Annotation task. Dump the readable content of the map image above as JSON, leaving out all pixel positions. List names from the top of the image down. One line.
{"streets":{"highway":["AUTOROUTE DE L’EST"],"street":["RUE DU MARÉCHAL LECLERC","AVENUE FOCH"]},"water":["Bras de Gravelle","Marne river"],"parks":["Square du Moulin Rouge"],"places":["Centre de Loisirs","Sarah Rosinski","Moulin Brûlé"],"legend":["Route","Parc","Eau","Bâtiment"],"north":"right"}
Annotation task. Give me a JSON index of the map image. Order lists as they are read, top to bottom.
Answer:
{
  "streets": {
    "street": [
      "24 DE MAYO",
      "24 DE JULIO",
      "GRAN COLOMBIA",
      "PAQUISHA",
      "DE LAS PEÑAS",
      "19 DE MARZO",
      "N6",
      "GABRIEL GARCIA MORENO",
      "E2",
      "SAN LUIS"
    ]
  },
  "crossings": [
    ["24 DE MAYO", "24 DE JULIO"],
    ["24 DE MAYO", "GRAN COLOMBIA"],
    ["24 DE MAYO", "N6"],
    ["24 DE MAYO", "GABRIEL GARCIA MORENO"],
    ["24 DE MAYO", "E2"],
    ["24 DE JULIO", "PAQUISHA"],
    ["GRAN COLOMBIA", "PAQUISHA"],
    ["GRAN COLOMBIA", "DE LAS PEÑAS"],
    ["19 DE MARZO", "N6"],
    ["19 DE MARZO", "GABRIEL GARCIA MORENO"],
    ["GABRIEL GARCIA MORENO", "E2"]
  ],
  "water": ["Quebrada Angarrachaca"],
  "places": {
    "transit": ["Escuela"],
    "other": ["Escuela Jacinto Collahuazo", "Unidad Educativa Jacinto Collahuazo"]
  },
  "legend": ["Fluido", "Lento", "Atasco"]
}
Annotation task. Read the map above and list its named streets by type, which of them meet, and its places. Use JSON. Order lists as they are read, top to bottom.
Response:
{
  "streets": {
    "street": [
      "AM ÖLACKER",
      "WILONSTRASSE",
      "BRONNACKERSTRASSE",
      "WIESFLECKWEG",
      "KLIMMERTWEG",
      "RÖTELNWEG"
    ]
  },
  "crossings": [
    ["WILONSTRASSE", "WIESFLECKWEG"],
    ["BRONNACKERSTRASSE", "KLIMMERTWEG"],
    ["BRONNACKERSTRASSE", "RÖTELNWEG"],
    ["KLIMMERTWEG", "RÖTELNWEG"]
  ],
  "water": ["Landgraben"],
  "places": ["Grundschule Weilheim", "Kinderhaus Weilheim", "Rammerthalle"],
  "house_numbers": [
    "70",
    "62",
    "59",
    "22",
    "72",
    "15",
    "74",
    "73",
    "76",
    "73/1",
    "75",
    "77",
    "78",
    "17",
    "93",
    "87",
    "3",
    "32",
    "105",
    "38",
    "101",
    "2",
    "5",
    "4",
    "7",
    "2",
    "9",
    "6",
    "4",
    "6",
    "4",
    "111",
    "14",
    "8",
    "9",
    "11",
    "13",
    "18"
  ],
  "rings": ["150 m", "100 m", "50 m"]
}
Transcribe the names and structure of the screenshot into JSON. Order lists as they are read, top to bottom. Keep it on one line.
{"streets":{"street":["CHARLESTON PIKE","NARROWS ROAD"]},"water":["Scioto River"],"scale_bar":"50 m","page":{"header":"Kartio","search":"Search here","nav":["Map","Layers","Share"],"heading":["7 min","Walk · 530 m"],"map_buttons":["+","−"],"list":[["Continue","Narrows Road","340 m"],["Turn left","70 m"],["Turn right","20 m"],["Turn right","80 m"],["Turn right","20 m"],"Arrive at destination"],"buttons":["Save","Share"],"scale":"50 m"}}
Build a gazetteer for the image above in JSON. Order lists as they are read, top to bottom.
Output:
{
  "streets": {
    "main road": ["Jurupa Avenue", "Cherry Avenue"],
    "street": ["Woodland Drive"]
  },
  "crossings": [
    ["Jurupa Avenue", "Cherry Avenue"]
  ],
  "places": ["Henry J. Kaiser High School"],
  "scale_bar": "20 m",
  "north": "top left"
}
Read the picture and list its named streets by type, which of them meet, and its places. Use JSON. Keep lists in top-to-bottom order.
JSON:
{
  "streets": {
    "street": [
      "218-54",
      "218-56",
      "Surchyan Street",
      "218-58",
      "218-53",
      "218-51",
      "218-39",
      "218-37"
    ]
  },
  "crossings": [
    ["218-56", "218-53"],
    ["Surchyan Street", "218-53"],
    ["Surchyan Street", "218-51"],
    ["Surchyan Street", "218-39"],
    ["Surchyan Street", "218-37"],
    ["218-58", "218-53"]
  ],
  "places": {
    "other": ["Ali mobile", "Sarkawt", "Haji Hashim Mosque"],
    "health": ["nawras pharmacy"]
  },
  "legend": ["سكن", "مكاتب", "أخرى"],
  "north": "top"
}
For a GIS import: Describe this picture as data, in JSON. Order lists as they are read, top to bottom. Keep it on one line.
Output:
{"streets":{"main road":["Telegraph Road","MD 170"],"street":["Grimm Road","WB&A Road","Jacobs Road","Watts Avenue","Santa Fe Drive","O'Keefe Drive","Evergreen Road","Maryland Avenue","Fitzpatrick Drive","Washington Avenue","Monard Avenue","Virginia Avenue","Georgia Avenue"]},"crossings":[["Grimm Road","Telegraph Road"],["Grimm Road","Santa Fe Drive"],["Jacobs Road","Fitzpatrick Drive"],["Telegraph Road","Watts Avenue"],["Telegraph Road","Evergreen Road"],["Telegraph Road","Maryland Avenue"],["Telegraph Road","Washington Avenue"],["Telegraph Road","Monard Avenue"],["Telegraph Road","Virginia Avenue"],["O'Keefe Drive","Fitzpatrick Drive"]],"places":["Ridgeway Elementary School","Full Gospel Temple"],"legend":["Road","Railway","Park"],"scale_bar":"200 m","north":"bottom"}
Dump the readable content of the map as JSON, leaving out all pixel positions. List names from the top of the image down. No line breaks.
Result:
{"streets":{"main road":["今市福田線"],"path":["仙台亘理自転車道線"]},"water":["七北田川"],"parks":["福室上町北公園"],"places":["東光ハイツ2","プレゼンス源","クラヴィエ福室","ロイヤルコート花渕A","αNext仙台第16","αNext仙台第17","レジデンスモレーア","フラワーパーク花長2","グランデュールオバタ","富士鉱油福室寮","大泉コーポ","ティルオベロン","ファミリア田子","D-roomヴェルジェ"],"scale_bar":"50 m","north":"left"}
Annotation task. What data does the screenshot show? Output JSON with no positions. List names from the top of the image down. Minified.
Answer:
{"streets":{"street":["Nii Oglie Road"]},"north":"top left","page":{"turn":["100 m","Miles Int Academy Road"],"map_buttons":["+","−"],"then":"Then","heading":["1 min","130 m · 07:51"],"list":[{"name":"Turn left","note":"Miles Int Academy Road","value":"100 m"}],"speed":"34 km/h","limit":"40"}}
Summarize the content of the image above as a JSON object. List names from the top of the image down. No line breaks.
________________________________________
A single number is the answer here: the count of lines in the material above holding the string "named".

2